What is the | (the bitwise OR operator) used for?

Greetings everyone!

Working my way through the book “Flash MX 2004 games most wanted” from Friend of Ed.
The book assumes a bit more AS knowledge than I have atm so I’m using a lot of time checking every bit of code - making sure I know what is going on on each line. In one of the program codes (one that makes a tile-based gameboard) I’ve come across the bitwise OR operator written in AS as |. What is the use of this operator? In the Flash 8 AS helpfile it says:

expression1 | expression2

Converts expression1 and expression2 to 32-bit unsigned integers, and returns a 1 in each bit position where the corresponding bits of either expression1 or expression2 are 1. Floating-point numbers are converted to integers by discarding any digits after the decimal point. The result is a new 32-bit integer.

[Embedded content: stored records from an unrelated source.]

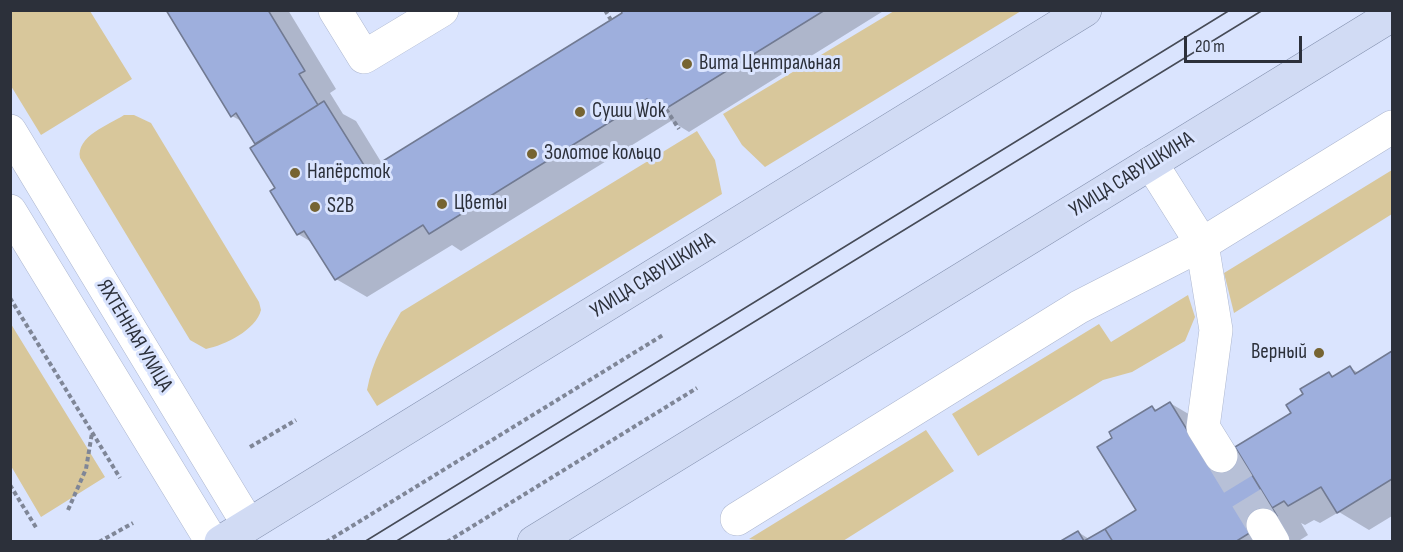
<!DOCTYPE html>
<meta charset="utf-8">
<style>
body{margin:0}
#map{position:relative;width:1403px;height:552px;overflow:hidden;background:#dae4fe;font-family:"Sofia Sans Condensed",sans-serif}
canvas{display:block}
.frame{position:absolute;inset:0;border:12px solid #2c303a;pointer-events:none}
.scale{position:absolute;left:1184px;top:36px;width:118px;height:27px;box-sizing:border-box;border:3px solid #2c303a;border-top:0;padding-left:8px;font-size:18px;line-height:21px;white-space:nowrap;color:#2c303a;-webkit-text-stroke:4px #dae4fe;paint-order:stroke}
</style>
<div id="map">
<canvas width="1403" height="552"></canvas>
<div class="frame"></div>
<div class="scale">20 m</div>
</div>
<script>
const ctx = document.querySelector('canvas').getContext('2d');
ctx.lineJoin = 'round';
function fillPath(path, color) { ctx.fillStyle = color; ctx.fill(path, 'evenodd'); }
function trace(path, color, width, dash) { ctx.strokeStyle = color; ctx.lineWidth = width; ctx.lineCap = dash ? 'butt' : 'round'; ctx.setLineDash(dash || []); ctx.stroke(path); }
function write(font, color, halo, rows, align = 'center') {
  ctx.font = font + ' "Sofia Sans Condensed",sans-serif'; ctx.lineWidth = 6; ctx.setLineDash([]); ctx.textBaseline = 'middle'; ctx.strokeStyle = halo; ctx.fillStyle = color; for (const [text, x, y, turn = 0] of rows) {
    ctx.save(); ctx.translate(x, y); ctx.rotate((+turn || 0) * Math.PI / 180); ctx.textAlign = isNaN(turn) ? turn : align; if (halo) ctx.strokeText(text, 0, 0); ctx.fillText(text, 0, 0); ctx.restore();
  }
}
fillPath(new Path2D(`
 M10 11H90L132 79 41 135 11 86Z
 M894 11H1021L765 167 742 145 723 114Z
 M124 115H134L151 123 259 302 261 310C256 330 225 345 206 349L190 340 80 158C76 136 109 125 124 115Z
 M697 131 715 160 722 194 377 406 367 390C372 361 386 338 401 312Z
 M1392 170V214L1234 313 1224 273Z
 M1188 295 1195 317 1185 341 1132 372 1103 380 978 456 952 414 1099 324 1111 342Z
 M11 324 105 477 41 517 11 466Z
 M926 430 954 471 843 541 770 542 749 539Z`), '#d8c79b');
fillPath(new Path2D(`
 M168 10H288L336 89 330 93 343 114 356 121 386 170 624 13 622 10H885L689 132 671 121 461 251 452 245 367 297 336 279 313 243 298 234 257 144 243 122 232 116Z
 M1392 353V516L1369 530 1339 512 1320 523 1314 520 1305 525 1301 523 1308 535 1297 542H1062L1078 532 1089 539 1138 510 1115 438 1152 407 1158 411 1170 403 1202 422 1223 456 1293 413 1306 395 1329 374 1335 377 1350 368 1359 373Z`), '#0003');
const building = new Path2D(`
 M166 10H268L305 71 299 74 318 105 255 144 236 113 231 117Z
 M621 10H825L657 114 647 99 429 234 423 225 335 280 304 231 297 235 270 191 275 188 250 148 324 101 372 178 388 168 383 161 622 13Z
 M1392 351V479L1337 513 1321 487 1288 506 1284 501 1272 508 1235 447 1291 413 1286 405 1303 394 1300 389 1329 372 1332 377 1350 366 1355 374Z
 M1170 402 1208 464 1235 447 1277 516 1235 542H1113L1105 529 1136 510 1097 447 1112 438 1109 432 1152 406 1155 411Z
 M1105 529 1113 542H1059L1078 531 1084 541Z`);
fillPath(building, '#9eafdd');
trace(building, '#717a92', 1.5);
trace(new Path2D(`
 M1221 456 1263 525`), '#b7c0d7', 33, [33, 16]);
const minor = new Path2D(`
 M335 10 364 57 442 10
 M10 131 248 524
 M1151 163 1202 244 1216 330 1203 427 1221 456
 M10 211 212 542
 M737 519 1079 307 1202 244 1392 127
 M1263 525 1273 542`);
const major = new Path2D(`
 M221 542 1085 10
 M534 542 1392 15`);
trace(minor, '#acb6cf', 34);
trace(major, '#8390ae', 34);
trace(new Path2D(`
 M605 10 611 20
 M666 109 679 129
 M10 298 120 478
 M250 447 296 420
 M10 485 37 529
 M68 510 86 469 92 433
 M99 542 133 523
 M326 542 663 335
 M447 542 697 388`), '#7f8697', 4, [4.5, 3]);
trace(minor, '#fff', 33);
trace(major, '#d1dbf4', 33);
trace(new Path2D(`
 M364 542 1230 10
 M395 542 1263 10`), '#464b57', 1.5);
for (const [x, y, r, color] of [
 [687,64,6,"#766432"],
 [580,112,6,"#766432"],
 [532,154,6,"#766432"],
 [295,173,6,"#766432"],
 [442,204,6,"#766432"],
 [315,207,6,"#766432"],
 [1319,353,6,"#766432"]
]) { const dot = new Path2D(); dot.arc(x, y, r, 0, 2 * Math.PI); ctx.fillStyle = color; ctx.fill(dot); trace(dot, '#dae4fe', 2); }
write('21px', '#2c303a', '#dae4fe', [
 ["Вита Центральная",699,64],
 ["Суши Wok",592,112],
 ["Золотое кольцо",544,154],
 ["Напёрсток",307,173],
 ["Цветы",454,204],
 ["S2B",327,207],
 ["Верный",1307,353,"right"]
], 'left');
write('21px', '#2c303a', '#dae4fe', [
 ["УЛИЦА САВУШКИНА",1132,175,-32],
 ["УЛИЦА САВУШКИНА",653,276,-32],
 ["ЯХТЕННАЯ УЛИЦА",134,336,59]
]);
</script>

They also give the following code example:

// 15 decimal = 1111 binary
var x:Number = 15;
// 9 decimal = 1001 binary
var y:Number = 9;
// 1111 | 1001 = 1111
trace(x | y); // returns 15 decimal (1111 binary)

Problem is I can’t wrap my head around the logic of this operator - example: why does the code above output 15 and not something else? Basically my question is this: how does | work? And how is it usefull to me when writing code?

Any hints to this are more than welcome!